Assembly language is notorious for being low-level; to wit, it lacks many of
the features in higher-level languages which make programming easier. In the
course of my work in the visasm project I have put quite a bit of time into
working on exactly which higher language features are important and which, in a
nutshell, are swill.
One of the areas in which assembly language is lacking is the use of dynamic
structures. Pointer manipulation in asm is simple and clear for up to one
level of redirection; further redirection causes the code to quickly become a
confusion of register juggling and indirect addressing. As a result,
implementing even a simple linked list in assembly language can be tedious
enough to make one rewrite the project in C.
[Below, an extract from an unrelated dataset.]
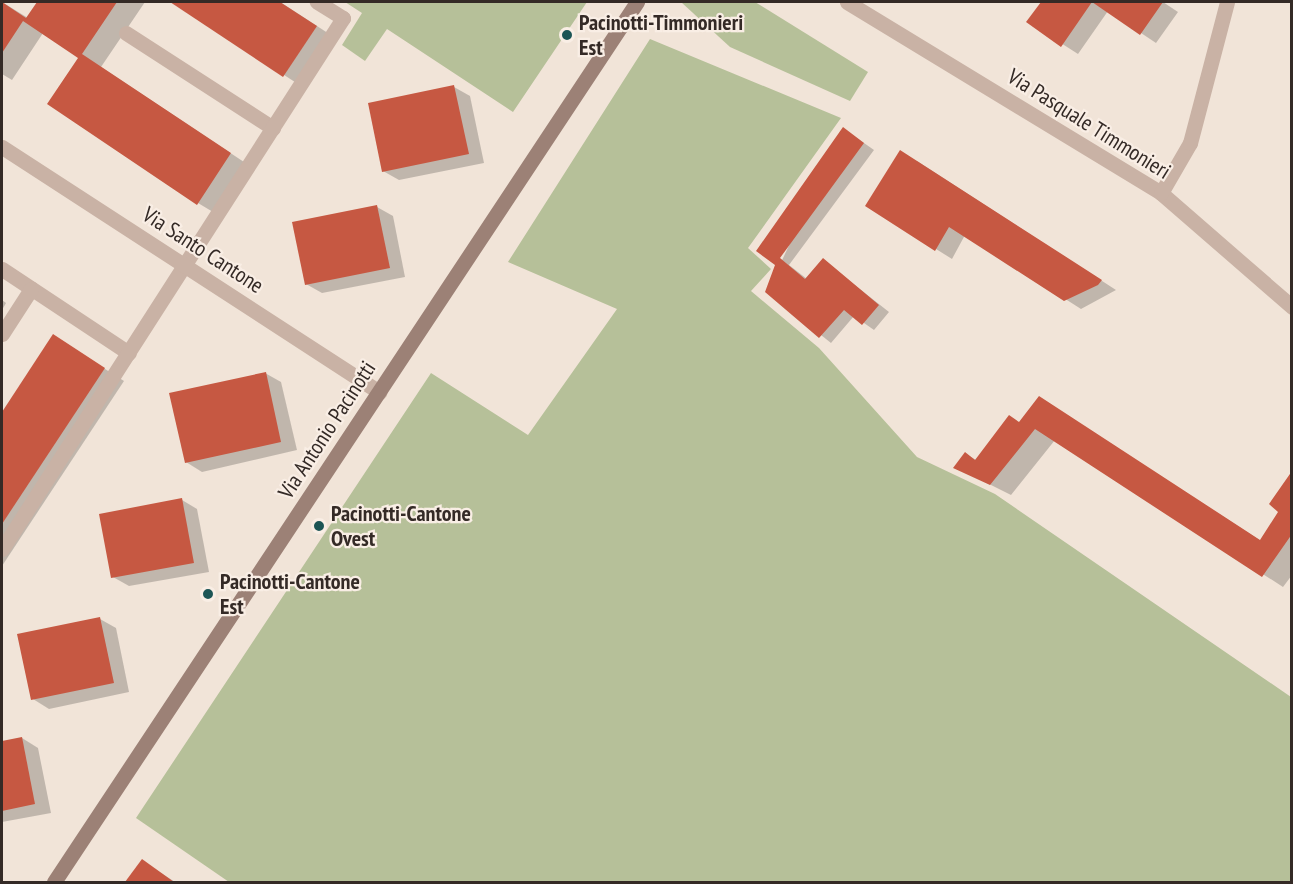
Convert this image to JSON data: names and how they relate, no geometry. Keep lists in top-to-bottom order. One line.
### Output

In this article I have undertaken an implementation of a linked list in NASM;
the implementation is generic enough to support more complex data structures,
and should port to other assemblers with few changes.
To begin with, one must define the memory allocation routines for use in the
application; I have chosen Win32 for convenience. The routines defined below
are for local heap allocation and for the Win32 console interface to allow the
use of STDOUT on the console.
;=========================================================Win32 API Definitions
STD_INPUT_HANDLE EQU -10 ;nStdHandle types
STD_OUTPUT_HANDLE EQU -11
STD_ERROR_HANDLE EQU -12
EXTERN AllocConsole ;BOOL AllocConsole()
EXTERN GetStdHandle ;HANDLE GetStdHandle( nStdHandle )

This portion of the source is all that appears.